Pena prevista: dois ou três
anos na prisão.
Caroline tem argumentos
mais inteligentes para defender seu ato do que os curadores
para responder sobre o "conceito" que presidiu a Bienal de
2008. Diz ela: "Estava me manifestando contra os desfavorecidos, os que não têm acesso
àquela coisa toda".
A dificuldade dos jovens artistas para mostrar o que fazem
é enorme. Estão fora do mercado das artes, circuito que se assanha só por valores artísticos
lucrativos. Encontram poucos
lugares para expor, para debater com outros artistas e com a
crítica. Aí, a Bienal exibe acintosamente um enorme espaço
vazio, sem falar no pequeno
conjunto mal alinhavado de
obras do primeiro andar, várias
bem pífias.
Tem razão Caroline: alguém
precisa manifestar pelos desfavorecidos da arte, os excluídos
da turminha artística que manda, desmanda, mói e remói.
Ela explica bem: "Tanto grafite quanto "picho" são underground, coisa do fundão. Não
são feitos para exposição em
galeria. A parada que eu faço é
na rua, é para o povo olhar e
não gostar. Uma agressão visual".
Muros
Pichação e grafite são transgressores. Brotam de uma cultura socialmente bem marcada.

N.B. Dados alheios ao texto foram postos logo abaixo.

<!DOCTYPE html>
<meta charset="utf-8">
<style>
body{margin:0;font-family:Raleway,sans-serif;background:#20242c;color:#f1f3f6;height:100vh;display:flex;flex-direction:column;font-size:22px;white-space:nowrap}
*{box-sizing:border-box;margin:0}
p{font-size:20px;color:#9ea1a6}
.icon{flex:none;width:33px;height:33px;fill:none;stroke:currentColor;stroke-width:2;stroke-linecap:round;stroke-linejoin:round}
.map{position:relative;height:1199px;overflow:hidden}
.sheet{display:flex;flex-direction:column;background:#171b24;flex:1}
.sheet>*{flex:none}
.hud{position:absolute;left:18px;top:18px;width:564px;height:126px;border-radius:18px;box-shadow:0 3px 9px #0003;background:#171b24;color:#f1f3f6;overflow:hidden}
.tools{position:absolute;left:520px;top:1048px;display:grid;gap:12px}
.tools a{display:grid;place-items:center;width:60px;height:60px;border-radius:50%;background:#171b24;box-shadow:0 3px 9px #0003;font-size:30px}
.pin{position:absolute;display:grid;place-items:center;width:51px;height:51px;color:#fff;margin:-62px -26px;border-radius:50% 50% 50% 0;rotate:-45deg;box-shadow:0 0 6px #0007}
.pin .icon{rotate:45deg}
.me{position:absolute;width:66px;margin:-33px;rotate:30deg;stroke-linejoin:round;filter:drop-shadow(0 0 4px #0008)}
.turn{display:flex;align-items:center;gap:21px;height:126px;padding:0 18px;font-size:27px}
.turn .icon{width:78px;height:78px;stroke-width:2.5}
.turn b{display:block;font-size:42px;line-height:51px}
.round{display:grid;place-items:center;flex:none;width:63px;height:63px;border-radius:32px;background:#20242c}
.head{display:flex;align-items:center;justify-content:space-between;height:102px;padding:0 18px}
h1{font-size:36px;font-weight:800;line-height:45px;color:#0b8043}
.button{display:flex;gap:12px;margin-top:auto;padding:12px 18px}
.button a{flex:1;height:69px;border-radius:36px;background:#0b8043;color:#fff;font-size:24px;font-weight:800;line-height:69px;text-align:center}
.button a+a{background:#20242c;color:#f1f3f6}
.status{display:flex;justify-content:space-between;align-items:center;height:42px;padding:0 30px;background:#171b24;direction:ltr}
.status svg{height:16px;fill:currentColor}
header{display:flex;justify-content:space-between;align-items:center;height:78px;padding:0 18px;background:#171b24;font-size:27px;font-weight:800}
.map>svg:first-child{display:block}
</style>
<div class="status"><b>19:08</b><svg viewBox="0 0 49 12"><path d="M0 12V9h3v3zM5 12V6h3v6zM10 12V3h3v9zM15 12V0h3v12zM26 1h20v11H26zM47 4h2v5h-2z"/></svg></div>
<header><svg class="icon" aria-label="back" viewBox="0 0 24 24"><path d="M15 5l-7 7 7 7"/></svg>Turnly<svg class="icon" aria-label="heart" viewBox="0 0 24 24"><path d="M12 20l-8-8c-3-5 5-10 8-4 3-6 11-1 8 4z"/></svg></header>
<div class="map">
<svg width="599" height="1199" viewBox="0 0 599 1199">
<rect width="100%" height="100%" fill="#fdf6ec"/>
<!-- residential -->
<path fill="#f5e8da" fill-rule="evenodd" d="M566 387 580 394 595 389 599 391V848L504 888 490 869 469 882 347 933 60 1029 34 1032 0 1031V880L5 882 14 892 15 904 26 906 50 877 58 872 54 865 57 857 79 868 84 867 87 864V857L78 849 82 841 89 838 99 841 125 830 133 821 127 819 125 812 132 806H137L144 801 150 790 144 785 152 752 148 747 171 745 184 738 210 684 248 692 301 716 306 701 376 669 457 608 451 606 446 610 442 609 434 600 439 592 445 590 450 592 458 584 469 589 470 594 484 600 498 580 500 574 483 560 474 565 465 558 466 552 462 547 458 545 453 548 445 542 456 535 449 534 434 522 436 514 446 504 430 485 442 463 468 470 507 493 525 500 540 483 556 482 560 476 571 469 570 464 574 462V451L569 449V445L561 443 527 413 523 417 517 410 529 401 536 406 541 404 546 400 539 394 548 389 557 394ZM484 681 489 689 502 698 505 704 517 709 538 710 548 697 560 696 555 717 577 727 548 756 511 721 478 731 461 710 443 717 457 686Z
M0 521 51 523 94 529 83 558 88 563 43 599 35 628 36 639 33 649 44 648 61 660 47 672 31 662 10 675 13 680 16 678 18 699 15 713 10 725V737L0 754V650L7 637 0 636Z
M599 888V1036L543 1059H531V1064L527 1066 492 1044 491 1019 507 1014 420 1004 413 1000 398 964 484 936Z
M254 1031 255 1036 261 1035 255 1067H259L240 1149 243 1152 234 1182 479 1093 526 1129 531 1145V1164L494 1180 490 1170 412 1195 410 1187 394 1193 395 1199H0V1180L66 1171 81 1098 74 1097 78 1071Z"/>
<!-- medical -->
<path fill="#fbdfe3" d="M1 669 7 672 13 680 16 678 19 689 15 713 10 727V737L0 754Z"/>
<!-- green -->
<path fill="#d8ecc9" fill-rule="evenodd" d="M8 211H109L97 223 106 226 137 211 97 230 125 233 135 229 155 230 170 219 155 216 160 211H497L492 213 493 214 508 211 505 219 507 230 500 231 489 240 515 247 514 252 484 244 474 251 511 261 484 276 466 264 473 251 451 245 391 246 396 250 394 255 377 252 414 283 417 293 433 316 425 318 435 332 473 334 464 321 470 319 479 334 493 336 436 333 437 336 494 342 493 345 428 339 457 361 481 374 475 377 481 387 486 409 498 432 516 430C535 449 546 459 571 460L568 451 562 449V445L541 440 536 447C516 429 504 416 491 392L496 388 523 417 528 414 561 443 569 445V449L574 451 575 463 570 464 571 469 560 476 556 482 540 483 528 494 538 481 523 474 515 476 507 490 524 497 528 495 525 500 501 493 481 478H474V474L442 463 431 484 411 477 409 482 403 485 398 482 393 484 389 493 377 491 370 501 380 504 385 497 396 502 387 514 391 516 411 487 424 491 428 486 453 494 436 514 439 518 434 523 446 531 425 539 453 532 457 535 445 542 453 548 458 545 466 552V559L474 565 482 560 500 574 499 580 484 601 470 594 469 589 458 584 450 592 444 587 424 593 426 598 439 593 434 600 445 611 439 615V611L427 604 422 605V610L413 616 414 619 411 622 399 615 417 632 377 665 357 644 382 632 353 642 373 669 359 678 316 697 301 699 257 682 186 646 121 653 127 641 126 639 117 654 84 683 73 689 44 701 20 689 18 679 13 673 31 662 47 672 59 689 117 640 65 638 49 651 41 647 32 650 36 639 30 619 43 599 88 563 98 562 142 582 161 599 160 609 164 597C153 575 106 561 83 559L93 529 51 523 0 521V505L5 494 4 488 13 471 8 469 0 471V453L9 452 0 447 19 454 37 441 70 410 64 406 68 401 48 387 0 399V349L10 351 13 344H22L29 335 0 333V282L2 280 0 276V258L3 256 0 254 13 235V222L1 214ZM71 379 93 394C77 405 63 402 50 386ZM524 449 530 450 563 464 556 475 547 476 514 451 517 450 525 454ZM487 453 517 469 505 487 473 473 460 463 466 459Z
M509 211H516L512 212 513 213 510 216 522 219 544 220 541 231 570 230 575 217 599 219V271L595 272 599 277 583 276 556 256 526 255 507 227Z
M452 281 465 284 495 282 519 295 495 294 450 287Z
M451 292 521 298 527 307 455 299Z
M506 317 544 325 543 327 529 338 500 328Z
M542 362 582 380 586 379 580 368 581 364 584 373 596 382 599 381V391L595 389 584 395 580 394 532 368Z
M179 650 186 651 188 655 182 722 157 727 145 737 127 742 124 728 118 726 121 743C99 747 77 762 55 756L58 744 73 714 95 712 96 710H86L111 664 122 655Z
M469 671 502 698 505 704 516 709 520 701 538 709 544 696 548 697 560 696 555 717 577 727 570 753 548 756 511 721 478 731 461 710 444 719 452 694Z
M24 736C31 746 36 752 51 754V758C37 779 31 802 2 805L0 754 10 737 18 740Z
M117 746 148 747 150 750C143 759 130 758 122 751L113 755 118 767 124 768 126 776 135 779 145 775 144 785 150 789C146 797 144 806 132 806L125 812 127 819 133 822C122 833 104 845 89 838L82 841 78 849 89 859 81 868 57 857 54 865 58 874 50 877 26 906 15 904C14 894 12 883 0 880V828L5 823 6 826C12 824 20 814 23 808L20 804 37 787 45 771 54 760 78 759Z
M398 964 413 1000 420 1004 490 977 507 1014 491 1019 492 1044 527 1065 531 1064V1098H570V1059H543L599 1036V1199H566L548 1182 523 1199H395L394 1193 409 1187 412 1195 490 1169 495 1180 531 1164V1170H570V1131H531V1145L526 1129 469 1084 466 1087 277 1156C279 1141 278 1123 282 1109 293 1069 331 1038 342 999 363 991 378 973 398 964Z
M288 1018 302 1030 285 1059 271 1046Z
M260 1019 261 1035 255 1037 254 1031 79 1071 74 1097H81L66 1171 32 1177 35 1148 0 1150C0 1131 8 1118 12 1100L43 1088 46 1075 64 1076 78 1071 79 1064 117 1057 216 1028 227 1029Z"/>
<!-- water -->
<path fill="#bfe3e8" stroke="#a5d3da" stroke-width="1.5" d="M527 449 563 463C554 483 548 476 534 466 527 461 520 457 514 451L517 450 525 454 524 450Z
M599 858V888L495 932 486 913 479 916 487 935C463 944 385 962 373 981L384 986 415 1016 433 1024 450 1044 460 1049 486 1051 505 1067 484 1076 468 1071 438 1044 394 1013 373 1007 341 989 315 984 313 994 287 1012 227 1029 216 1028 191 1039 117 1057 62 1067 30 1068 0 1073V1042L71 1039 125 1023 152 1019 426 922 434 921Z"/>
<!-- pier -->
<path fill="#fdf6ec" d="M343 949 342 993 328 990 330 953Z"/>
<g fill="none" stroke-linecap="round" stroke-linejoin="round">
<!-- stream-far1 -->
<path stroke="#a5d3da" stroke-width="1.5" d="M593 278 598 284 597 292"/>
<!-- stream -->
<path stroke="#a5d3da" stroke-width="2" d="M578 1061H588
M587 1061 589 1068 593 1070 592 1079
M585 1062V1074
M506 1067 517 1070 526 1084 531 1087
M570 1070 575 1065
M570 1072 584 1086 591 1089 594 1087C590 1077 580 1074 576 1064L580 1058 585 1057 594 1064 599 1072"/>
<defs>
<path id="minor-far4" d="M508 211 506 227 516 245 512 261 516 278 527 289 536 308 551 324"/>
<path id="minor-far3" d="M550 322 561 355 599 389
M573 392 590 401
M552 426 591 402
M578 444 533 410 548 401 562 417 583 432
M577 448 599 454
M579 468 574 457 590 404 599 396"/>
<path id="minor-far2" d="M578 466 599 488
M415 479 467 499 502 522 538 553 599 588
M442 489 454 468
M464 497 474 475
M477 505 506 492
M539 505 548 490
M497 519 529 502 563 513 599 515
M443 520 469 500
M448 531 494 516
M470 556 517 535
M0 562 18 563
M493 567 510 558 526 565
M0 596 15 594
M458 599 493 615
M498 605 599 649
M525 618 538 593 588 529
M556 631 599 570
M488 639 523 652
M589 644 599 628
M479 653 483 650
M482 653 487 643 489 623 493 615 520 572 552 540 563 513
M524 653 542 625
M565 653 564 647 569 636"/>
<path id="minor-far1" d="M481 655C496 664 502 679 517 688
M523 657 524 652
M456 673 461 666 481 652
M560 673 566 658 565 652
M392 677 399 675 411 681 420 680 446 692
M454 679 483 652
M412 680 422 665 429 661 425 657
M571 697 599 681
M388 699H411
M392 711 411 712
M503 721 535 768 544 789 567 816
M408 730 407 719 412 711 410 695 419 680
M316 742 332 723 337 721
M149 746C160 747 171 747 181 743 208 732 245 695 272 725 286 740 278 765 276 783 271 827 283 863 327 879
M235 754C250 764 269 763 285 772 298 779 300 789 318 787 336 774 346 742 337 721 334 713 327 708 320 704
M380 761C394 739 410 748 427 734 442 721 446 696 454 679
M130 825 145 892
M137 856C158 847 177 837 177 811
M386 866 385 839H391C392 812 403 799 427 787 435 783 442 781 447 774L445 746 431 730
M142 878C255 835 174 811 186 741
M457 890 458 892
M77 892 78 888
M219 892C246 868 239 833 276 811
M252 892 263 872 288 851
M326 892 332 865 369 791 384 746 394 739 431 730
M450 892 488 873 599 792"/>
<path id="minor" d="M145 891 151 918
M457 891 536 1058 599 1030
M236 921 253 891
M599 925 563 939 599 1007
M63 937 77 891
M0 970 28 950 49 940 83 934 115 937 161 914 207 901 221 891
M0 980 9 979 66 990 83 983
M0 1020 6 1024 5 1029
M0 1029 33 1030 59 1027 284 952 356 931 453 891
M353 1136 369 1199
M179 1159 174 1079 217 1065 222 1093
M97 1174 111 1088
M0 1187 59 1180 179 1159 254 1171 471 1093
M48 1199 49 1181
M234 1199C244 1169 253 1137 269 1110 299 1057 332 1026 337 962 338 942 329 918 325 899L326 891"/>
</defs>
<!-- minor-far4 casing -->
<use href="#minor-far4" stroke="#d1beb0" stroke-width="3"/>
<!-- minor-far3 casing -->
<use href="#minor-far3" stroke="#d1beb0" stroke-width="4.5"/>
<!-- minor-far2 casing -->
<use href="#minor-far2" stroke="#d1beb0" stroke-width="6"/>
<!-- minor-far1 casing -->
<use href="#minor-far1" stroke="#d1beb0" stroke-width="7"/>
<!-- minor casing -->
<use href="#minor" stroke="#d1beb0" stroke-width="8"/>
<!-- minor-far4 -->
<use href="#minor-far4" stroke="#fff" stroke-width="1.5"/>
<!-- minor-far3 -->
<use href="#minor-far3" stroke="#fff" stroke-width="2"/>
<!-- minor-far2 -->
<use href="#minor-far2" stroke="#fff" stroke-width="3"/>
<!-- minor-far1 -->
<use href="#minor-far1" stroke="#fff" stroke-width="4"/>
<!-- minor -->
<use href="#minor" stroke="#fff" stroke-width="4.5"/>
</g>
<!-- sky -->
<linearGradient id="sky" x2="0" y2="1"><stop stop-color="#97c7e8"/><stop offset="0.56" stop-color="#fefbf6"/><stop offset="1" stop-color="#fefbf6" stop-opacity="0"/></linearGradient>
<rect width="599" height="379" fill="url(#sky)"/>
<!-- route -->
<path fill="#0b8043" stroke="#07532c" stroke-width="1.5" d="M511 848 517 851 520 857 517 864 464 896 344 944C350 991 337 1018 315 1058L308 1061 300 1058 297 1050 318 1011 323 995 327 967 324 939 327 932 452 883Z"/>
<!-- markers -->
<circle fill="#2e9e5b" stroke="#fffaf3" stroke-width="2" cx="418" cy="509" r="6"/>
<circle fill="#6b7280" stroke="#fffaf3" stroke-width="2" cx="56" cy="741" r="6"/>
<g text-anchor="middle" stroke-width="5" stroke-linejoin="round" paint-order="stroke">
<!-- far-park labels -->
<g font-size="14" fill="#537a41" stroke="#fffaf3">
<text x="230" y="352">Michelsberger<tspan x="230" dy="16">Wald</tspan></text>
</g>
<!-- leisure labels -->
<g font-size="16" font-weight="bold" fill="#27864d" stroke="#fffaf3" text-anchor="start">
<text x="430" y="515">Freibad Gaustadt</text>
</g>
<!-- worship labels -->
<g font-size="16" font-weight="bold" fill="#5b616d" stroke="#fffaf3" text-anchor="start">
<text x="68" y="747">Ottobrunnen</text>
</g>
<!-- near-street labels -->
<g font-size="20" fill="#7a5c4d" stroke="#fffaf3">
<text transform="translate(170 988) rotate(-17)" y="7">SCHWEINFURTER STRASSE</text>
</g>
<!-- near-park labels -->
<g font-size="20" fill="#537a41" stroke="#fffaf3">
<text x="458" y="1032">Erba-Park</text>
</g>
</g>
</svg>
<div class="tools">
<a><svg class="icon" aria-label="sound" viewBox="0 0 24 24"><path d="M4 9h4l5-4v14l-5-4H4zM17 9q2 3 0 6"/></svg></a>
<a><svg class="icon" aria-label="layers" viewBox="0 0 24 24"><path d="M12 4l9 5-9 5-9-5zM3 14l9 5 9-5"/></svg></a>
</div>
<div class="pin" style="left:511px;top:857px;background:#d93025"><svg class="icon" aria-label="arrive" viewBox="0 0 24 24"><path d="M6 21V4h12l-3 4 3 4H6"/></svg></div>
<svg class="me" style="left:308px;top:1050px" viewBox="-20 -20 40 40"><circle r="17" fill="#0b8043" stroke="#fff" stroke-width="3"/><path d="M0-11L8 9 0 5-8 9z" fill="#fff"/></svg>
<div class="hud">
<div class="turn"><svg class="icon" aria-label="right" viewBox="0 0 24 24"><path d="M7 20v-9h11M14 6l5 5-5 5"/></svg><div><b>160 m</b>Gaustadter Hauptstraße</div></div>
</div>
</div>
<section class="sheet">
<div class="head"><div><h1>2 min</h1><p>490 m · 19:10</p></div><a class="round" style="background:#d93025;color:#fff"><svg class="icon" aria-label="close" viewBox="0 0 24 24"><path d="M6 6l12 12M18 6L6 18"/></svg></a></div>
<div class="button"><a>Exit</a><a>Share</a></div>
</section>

São arte, coisa que muitos já
perceberam. A galeria Triângulo, em São Paulo, deu abrigo a
essa vibração enérgica que os
pichadores manifestaram no
Ibirapuera.
A Bienal, porém, não sabe
disso: enfrenta um problema
da cultura com boletim de
ocorrência.
Nádegas
"A Bienal dizia ser um espaço
interativo. Rolou de algumas
pessoas entrarem lá para discutir arte contemporânea. O cara
que ficou pelado (Maurício Ianês) estava integrado com o sistema, para a gente não é assim.
A arte tem que ser livre". A frase do pichador Rafael Augustaitiz denuncia o caráter oficial e
convencional das vanguardas.
As vanguardas se institucionalizaram e afastaram qualquer liberdade não autorizada,
que não caiba em sua ordem
autoritária e arbitrária.
Há tempos, Gerald Thomas
sofreu um patético processo
porque mostrou a bunda no
Municipal do Rio, ao ser vaiado
por uma excelente montagem.
Se sua bunda tivesse aparecido durante o espetáculo, antes
de a cortina baixar, seria artística e livre de perseguições judiciárias.
Onde fica mesmo?
Ainda bem que a Bienal não é
em Mato Grosso do Sul.
Se fosse, haveria fortes chances para que os pichadores levassem bala.
O governador Puccinelli fez
declarações durante a cerimônia "Feliz Cidade" (sic), em que
distribuiu 1.500 pistolas calibre
40 a policiais militares.
"Os policiais estão autorizados a atirar no peito de quem
tem passagem."
Não precisam cumprir
"100% dos dizeres dos direitos
humanos".
"A ordem é atirar."
Seu secretário da Justiça alega com candor: "Ele (governador) pensa como médico, como
cidadão. Não entende as questões técnicas".
Bom. Matar os outros é uma
questão técnica, pensamento
de médico, de cidadão, de governador? No inferno talvez seja. O pior é que o velho lugar-comum está cada vez mais certo: o inferno é aqui.